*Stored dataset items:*

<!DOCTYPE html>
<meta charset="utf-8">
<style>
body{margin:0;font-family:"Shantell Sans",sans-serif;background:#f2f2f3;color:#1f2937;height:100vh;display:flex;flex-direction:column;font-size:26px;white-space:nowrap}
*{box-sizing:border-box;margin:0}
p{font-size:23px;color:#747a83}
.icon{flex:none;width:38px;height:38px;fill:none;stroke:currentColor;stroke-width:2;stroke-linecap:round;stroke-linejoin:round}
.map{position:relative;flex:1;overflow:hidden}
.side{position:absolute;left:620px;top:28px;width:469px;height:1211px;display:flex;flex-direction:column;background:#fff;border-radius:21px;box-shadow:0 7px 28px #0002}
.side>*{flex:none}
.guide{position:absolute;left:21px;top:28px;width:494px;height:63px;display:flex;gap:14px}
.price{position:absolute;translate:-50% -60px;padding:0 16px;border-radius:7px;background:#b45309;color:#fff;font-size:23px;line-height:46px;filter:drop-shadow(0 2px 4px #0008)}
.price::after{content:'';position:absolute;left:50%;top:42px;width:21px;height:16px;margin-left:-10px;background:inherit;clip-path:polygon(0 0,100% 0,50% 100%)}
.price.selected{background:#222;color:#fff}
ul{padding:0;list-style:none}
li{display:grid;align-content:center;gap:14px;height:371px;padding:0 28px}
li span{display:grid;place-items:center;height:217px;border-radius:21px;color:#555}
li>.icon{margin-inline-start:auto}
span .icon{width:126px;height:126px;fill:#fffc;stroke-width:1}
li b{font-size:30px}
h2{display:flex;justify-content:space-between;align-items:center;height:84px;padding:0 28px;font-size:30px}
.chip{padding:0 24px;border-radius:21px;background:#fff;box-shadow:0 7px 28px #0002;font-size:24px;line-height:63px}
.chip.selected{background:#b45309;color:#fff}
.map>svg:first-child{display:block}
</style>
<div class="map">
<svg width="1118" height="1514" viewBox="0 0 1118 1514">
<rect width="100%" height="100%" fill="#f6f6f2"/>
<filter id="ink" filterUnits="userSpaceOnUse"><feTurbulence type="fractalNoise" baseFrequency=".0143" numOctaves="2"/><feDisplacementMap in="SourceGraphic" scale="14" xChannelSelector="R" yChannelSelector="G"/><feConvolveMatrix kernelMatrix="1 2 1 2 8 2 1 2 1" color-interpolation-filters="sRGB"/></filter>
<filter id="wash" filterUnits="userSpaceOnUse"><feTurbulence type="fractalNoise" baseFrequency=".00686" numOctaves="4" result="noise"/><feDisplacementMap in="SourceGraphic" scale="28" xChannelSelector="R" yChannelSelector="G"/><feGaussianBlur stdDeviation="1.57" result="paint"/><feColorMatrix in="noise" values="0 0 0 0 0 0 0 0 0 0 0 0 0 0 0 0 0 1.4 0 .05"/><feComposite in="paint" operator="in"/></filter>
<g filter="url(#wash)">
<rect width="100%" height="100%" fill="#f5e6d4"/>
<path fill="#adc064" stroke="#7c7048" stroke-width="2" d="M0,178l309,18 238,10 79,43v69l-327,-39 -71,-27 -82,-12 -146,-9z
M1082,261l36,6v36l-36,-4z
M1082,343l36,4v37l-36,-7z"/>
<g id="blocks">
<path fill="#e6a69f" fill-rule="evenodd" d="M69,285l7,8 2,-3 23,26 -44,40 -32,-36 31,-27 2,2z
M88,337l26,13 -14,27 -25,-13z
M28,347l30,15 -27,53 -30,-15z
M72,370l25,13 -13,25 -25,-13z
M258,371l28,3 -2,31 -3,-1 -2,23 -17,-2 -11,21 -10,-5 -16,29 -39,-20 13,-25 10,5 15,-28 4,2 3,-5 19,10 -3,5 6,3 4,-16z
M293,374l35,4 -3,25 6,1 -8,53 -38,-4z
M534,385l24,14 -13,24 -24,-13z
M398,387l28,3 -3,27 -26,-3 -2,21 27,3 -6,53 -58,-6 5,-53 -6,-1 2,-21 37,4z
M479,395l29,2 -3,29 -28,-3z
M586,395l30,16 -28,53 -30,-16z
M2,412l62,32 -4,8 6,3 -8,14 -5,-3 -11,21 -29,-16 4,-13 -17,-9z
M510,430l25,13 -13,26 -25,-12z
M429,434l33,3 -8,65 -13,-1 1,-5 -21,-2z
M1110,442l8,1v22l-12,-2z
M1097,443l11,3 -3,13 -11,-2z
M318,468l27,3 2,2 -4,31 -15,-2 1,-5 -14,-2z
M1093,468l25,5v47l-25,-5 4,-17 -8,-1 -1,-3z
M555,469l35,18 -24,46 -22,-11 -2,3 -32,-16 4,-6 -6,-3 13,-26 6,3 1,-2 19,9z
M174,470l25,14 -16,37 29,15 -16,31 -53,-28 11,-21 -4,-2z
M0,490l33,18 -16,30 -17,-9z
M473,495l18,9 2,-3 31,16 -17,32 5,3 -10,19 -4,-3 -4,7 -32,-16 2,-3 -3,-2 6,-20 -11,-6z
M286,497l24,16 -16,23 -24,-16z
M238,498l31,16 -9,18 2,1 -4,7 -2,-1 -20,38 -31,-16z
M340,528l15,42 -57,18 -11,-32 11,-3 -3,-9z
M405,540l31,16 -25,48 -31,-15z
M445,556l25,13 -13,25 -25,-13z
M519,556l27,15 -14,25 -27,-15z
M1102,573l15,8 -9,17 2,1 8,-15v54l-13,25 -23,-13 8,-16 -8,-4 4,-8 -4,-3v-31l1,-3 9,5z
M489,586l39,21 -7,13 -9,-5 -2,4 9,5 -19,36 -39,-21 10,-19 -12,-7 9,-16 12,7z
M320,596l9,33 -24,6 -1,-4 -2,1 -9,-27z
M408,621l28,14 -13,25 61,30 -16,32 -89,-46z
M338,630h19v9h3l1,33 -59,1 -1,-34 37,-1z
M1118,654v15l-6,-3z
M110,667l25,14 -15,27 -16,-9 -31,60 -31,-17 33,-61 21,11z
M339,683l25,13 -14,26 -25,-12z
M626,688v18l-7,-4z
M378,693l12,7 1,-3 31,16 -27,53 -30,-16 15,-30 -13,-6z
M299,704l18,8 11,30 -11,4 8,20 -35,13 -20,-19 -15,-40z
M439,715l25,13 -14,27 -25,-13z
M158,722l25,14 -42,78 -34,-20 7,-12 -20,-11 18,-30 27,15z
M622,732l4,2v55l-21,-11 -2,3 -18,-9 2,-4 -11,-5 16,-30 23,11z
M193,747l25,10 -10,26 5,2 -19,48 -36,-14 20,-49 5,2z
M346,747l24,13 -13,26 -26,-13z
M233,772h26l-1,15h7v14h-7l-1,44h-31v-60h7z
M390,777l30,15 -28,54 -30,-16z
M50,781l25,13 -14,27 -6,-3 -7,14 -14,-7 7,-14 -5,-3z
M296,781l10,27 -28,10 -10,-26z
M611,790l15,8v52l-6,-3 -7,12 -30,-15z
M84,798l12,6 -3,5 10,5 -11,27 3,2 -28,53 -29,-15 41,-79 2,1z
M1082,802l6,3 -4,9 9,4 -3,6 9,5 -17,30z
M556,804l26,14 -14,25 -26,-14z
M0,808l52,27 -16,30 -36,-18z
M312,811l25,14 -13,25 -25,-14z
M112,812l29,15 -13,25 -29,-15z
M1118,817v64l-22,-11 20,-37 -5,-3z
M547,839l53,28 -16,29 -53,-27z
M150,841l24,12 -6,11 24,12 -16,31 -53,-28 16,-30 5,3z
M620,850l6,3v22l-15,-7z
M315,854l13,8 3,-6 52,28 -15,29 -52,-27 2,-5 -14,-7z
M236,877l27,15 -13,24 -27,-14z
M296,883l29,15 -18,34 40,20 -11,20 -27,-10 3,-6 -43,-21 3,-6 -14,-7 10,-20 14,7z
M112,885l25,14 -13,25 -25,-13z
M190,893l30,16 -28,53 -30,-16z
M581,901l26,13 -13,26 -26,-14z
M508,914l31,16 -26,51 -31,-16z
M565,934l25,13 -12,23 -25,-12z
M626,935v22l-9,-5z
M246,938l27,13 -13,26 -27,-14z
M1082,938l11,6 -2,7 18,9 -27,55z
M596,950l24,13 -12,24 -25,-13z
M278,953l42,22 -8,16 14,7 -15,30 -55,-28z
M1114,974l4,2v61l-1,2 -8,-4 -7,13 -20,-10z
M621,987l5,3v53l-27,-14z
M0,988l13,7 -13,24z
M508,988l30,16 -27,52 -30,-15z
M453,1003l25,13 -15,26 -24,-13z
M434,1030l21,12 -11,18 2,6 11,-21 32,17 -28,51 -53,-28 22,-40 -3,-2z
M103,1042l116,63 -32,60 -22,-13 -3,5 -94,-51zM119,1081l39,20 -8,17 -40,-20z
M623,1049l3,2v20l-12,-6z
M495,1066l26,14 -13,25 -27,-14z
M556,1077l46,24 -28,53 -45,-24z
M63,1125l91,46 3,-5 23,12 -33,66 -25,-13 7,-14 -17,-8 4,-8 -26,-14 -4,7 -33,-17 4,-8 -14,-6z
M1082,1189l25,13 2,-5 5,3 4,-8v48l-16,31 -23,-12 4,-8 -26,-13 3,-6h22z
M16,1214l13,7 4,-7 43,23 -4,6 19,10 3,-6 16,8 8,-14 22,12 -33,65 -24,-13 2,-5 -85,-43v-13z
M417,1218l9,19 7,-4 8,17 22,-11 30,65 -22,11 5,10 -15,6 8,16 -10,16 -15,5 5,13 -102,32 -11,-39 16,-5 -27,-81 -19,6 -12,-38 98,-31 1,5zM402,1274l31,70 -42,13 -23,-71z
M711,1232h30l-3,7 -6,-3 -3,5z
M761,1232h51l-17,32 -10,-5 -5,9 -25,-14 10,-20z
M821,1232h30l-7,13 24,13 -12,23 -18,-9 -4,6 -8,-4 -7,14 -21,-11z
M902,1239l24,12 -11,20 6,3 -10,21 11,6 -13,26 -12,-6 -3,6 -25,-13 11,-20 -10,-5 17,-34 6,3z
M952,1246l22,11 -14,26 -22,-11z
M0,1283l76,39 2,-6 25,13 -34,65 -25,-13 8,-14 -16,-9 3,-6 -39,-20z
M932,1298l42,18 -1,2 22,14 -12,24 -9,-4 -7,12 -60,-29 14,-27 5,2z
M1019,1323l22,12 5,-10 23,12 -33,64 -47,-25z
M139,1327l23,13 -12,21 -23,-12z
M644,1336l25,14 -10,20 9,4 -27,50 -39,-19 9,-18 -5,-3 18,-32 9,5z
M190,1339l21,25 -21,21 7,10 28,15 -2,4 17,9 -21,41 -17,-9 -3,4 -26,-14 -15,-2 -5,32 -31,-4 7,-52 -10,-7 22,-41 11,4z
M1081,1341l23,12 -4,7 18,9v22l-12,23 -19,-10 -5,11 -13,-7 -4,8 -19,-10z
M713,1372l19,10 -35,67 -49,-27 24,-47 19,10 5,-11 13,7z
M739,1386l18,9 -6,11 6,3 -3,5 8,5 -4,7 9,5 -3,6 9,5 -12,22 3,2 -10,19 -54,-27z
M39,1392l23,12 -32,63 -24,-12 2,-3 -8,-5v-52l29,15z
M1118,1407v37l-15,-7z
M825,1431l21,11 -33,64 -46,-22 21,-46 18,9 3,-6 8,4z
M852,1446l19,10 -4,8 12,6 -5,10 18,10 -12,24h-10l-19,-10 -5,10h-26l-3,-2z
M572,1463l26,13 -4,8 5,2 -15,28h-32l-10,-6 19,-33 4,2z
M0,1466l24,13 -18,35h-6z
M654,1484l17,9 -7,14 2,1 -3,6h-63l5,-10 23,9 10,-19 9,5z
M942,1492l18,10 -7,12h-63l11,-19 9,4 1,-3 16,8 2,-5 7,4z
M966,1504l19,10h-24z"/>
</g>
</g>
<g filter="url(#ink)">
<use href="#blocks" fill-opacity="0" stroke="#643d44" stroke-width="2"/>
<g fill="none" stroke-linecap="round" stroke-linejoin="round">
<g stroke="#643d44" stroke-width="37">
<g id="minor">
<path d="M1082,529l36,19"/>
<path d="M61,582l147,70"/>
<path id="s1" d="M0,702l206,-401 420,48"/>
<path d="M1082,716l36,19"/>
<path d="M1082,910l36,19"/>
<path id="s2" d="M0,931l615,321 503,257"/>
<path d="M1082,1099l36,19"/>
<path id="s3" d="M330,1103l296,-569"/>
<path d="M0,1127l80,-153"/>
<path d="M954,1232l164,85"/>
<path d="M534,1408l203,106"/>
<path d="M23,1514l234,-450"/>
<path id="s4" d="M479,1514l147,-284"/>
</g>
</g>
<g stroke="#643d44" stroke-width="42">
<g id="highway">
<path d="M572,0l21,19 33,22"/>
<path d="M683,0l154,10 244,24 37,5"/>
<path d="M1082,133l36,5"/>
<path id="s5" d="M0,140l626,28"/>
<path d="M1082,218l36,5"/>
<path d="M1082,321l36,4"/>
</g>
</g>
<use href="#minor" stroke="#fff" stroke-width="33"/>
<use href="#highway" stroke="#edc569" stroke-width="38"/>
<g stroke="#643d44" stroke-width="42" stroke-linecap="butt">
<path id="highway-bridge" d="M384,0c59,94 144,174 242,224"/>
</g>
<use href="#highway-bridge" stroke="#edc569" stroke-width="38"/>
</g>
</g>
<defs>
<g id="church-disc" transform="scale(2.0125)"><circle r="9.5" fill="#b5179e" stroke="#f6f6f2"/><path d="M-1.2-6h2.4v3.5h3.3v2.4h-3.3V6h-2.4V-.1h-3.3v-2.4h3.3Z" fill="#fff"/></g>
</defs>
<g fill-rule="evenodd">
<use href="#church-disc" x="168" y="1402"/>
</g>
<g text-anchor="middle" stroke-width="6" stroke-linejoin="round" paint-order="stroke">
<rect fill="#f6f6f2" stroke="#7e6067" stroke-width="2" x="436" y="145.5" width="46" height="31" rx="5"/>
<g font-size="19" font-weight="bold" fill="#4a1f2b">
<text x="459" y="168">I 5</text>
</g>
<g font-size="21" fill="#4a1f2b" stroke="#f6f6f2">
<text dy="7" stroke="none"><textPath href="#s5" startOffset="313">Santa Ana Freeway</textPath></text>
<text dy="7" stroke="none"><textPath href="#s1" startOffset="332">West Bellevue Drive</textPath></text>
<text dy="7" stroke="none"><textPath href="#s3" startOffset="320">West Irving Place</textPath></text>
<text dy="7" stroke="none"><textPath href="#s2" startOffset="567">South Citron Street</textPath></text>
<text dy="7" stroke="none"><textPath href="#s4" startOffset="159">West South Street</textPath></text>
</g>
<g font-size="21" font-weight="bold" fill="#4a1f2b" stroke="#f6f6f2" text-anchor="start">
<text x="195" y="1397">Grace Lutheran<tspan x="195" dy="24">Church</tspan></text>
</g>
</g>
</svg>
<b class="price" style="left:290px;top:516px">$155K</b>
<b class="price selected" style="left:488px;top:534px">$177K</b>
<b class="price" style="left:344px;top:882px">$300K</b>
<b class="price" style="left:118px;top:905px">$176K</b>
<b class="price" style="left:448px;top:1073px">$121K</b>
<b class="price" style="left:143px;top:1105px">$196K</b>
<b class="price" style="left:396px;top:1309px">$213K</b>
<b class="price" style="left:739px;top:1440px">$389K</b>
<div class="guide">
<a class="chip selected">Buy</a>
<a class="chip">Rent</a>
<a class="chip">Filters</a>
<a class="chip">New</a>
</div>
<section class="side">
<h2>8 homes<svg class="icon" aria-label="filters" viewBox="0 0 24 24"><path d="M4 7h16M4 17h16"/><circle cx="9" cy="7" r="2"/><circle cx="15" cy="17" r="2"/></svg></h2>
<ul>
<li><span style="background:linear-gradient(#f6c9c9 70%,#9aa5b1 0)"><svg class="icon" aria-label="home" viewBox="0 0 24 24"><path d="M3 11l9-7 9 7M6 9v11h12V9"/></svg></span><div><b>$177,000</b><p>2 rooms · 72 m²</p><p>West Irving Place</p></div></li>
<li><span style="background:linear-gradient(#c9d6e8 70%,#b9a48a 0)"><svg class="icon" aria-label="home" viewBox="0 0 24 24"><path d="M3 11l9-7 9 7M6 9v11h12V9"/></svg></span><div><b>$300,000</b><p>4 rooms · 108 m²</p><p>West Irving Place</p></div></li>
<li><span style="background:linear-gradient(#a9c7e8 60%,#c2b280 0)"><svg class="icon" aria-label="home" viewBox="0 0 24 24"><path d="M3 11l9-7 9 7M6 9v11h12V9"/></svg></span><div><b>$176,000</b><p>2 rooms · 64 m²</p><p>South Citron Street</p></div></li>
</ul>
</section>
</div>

*EXERCISE GOAL:*
Lines that contain "absolute" should be pulled from the entries above and reported.

*ANSWER TO THIS EXERCISE:*
.side{position:absolute;left:620px;top:28px;width:469px;height:1211px;display:flex;flex-direction:column;background:#fff;border-radius:21px;box-shadow:0 7px 28px #0002}
.guide{position:absolute;left:21px;top:28px;width:494px;height:63px;display:flex;gap:14px}
.price{position:absolute;translate:-50% -60px;padding:0 16px;border-radius:7px;background:#b45309;color:#fff;font-size:23px;line-height:46px;filter:drop-shadow(0 2px 4px #0008)}
.price::after{content:'';position:absolute;left:50%;top:42px;width:21px;height:16px;margin-left:-10px;background:inherit;clip-path:polygon(0 0,100% 0,50% 100%)}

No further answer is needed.